Data for this task:

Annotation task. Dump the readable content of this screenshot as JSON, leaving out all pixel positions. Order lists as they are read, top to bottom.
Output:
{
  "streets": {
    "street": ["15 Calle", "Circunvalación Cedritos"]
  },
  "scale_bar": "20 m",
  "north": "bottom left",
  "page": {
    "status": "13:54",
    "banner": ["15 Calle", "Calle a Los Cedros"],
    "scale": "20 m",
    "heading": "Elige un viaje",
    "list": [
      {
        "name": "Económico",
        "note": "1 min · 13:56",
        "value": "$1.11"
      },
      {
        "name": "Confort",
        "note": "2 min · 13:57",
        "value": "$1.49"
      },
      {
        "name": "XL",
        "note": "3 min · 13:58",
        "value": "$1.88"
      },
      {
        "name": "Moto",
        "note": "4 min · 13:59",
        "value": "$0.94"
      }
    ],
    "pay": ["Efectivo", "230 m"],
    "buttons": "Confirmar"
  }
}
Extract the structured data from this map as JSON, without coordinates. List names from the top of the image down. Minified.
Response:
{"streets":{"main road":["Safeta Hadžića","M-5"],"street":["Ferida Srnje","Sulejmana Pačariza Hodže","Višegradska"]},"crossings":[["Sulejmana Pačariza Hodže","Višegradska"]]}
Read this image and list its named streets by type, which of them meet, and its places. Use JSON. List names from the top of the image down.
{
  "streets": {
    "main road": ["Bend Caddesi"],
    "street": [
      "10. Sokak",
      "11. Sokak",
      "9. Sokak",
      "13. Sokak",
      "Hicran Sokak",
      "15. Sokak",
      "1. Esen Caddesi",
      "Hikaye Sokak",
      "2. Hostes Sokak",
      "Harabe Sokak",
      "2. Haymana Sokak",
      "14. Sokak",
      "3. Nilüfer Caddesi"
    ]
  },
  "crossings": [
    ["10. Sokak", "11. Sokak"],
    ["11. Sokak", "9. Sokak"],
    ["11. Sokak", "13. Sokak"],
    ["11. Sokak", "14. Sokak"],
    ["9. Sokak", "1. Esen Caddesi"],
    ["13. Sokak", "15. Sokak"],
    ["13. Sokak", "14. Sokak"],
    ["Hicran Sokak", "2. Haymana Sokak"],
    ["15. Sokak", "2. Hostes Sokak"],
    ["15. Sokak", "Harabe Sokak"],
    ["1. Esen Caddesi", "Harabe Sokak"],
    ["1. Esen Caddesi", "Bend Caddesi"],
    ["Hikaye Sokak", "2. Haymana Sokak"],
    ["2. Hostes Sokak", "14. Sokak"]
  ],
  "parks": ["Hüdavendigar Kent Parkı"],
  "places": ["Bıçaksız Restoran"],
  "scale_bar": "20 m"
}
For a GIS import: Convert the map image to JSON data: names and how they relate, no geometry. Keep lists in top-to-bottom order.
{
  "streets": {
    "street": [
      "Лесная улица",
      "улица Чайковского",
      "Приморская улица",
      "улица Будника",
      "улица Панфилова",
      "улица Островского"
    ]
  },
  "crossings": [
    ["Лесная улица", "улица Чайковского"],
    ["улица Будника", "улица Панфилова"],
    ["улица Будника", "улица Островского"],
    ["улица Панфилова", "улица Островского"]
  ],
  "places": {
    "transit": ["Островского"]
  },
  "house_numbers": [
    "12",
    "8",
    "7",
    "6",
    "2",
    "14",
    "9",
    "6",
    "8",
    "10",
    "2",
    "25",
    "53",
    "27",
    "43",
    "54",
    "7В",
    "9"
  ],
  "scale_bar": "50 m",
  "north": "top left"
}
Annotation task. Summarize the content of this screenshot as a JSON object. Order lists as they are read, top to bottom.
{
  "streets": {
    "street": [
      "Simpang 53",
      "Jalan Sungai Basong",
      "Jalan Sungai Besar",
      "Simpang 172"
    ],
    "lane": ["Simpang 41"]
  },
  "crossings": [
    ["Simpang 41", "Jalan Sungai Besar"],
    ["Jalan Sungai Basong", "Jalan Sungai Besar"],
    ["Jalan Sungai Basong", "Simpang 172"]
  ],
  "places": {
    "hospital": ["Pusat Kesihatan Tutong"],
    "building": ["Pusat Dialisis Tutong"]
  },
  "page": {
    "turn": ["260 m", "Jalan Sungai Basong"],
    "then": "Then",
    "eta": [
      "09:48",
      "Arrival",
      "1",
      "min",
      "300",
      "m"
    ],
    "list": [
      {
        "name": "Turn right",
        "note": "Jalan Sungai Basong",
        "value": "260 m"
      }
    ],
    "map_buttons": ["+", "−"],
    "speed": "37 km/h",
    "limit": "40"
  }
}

Work order:
Answer with the exact lines running from the one that contains "Annotation task. Summarize" through the last line of the data. Include no other line.

Solution to this exercise:
Annotation task. Summarize the content of this screenshot as a JSON object. Order lists as they are read, top to bottom.
{
  "streets": {
    "street": [
      "Simpang 53",
      "Jalan Sungai Basong",
      "Jalan Sungai Besar",
      "Simpang 172"
    ],
    "lane": ["Simpang 41"]
  },
  "crossings": [
    ["Simpang 41", "Jalan Sungai Besar"],
    ["Jalan Sungai Basong", "Jalan Sungai Besar"],
    ["Jalan Sungai Basong", "Simpang 172"]
  ],
  "places": {
    "hospital": ["Pusat Kesihatan Tutong"],
    "building": ["Pusat Dialisis Tutong"]
  },
  "page": {
    "turn": ["260 m", "Jalan Sungai Basong"],
    "then": "Then",
    "eta": [
      "09:48",
      "Arrival",
      "1",
      "min",
      "300",
      "m"
    ],
    "list": [
      {
        "name": "Turn right",
        "note": "Jalan Sungai Basong",
        "value": "260 m"
      }
    ],
    "map_buttons": ["+", "−"],
    "speed": "37 km/h",
    "limit": "40"
  }
}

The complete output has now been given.